## TASK OBJECTIVE
Filter the listing for lines containing "linejoin".

## STUDY MATERIAL

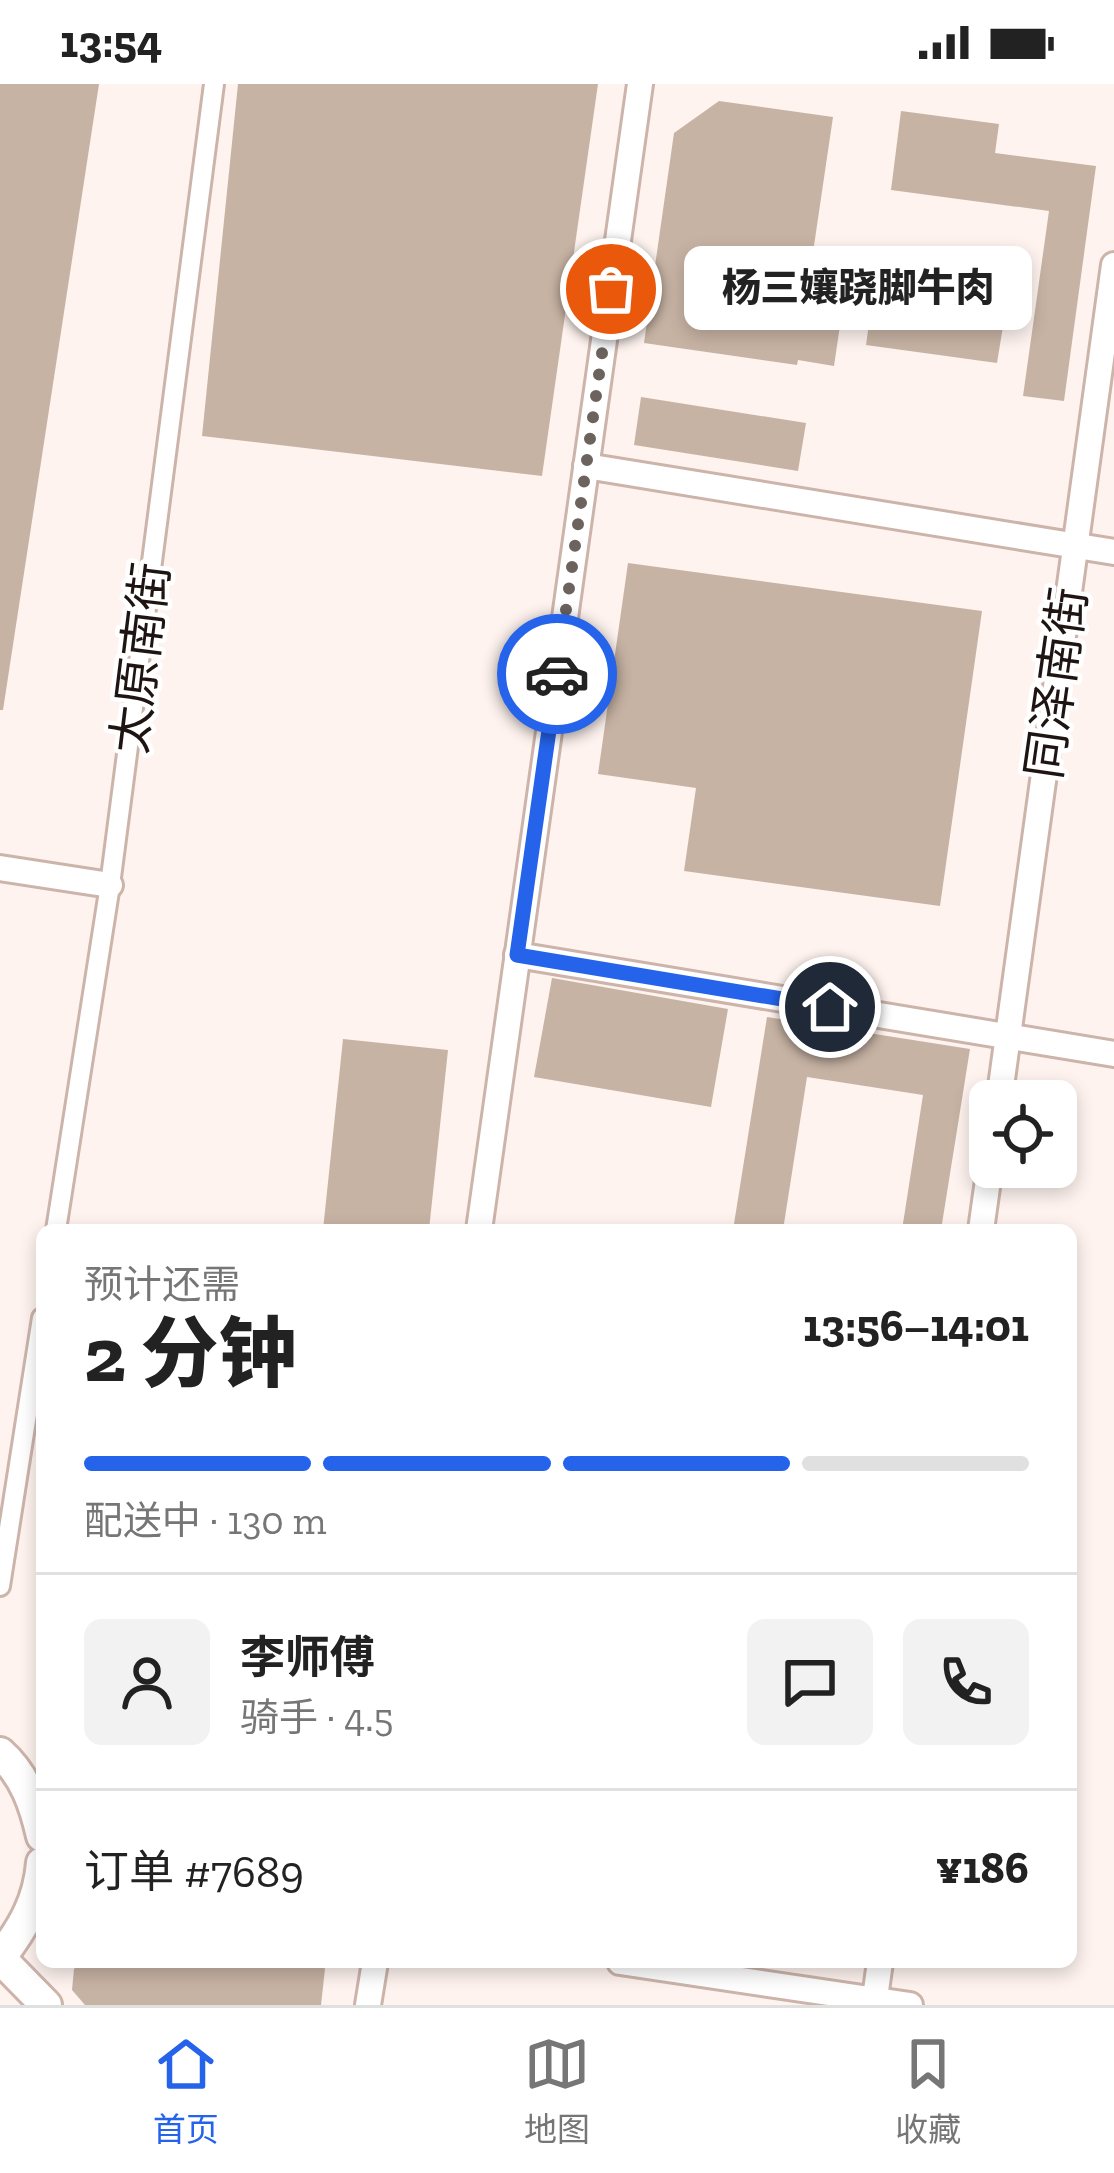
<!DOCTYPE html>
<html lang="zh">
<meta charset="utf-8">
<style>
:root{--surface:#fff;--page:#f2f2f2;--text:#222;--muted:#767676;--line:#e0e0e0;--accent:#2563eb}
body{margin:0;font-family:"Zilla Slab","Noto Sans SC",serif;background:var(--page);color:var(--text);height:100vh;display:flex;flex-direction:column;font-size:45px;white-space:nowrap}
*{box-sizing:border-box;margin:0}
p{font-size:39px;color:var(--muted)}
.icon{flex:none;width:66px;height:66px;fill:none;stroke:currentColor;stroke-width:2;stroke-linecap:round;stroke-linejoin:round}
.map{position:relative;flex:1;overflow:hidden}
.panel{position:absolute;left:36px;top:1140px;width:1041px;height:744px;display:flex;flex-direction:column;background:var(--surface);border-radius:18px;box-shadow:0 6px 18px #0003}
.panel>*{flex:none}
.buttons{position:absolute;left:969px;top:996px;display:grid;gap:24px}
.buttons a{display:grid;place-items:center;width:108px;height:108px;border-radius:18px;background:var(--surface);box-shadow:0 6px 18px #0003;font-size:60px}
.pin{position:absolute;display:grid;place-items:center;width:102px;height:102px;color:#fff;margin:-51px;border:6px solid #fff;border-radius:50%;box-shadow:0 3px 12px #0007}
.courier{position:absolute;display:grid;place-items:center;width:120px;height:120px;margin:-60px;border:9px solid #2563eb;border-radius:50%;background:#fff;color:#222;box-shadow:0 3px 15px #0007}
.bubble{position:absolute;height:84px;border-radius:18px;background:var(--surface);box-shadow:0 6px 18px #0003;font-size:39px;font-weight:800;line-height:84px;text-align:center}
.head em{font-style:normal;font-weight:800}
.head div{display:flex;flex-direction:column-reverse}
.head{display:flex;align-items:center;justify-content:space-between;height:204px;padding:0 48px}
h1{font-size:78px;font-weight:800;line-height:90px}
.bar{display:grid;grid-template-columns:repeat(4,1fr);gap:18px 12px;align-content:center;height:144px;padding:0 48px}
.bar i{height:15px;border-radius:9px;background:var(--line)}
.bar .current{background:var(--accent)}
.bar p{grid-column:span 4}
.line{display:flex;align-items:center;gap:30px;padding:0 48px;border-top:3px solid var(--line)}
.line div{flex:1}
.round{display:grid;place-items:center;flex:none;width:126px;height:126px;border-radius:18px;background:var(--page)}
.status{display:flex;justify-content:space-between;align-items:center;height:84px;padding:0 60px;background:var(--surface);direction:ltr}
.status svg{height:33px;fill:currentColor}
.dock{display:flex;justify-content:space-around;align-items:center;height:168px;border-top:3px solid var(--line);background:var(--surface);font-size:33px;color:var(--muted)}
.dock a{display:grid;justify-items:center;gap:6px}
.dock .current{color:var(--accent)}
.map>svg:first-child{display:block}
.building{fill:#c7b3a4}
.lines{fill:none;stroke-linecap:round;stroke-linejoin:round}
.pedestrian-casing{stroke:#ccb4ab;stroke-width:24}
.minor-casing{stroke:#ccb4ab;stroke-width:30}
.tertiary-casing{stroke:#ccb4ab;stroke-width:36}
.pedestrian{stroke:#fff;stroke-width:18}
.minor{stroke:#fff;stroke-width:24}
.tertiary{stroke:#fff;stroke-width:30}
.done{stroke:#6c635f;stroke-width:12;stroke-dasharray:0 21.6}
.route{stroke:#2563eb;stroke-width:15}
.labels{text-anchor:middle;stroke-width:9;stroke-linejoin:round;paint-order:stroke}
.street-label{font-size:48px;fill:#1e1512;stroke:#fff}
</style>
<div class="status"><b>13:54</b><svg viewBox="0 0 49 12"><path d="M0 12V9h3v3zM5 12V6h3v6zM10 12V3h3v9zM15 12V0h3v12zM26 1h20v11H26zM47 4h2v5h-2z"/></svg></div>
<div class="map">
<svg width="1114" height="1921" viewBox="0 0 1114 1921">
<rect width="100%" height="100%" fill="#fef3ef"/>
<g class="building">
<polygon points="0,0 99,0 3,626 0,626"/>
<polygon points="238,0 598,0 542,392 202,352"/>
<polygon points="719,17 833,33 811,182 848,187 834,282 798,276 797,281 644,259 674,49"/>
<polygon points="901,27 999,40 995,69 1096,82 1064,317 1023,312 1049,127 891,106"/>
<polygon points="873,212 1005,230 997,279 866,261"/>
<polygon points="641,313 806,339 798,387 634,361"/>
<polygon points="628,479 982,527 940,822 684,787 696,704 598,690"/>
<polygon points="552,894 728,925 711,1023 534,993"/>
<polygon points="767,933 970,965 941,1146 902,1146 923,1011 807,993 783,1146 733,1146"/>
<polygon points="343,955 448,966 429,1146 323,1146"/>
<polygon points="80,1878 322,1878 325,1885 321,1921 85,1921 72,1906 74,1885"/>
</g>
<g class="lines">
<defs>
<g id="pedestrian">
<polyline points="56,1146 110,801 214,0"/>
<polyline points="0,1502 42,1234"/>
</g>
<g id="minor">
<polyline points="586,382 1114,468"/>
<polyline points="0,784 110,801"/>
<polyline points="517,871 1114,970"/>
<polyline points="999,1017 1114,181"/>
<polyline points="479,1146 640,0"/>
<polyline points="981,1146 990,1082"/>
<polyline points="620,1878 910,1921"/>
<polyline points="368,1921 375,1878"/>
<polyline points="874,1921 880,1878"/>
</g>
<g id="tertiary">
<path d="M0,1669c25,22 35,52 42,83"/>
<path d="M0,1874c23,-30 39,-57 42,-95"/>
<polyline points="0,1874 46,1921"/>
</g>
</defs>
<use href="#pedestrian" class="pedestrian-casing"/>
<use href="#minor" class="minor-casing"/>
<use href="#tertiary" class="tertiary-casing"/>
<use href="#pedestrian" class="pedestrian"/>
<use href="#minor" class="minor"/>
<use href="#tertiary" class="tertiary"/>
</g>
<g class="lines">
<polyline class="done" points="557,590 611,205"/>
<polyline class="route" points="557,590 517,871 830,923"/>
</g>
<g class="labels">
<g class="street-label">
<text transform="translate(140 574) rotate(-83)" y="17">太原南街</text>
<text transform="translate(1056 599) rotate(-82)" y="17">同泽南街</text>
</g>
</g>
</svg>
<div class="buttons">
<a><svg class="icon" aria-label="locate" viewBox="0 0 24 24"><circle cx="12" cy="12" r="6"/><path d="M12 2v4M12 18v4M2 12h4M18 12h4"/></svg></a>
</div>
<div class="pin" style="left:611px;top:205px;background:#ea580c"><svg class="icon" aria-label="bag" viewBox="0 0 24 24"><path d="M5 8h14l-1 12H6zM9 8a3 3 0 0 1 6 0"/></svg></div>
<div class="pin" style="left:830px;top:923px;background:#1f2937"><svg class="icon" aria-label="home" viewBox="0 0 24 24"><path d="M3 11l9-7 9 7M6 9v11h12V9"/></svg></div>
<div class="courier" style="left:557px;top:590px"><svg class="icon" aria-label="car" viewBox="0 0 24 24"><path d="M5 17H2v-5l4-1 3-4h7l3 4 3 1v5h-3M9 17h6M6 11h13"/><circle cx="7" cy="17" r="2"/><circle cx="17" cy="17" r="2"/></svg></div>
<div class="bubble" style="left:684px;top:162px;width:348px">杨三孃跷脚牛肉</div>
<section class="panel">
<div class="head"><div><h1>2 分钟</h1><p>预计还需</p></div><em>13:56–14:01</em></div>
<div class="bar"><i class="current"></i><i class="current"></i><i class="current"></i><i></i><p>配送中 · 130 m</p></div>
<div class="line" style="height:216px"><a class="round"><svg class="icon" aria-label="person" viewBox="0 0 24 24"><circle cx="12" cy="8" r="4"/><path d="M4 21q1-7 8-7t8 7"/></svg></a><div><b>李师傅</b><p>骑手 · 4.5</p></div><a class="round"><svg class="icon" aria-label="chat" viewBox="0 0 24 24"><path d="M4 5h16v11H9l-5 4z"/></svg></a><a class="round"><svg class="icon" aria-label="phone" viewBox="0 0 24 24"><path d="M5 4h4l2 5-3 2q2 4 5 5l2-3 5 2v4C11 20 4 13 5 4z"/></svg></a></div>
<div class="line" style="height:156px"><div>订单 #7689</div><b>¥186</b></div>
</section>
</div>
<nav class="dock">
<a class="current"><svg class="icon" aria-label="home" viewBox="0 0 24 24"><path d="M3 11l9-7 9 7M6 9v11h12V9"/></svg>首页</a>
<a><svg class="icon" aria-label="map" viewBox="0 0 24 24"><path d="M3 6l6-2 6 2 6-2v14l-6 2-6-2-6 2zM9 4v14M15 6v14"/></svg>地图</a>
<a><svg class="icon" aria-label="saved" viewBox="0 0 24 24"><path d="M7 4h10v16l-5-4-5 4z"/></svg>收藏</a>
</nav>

## SOLUTION TO THE PROBLEM
.icon{flex:none;width:66px;height:66px;fill:none;stroke:currentColor;stroke-width:2;stroke-linecap:round;stroke-linejoin:round}
.lines{fill:none;stroke-linecap:round;stroke-linejoin:round}
.labels{text-anchor:middle;stroke-width:9;stroke-linejoin:round;paint-order:stroke}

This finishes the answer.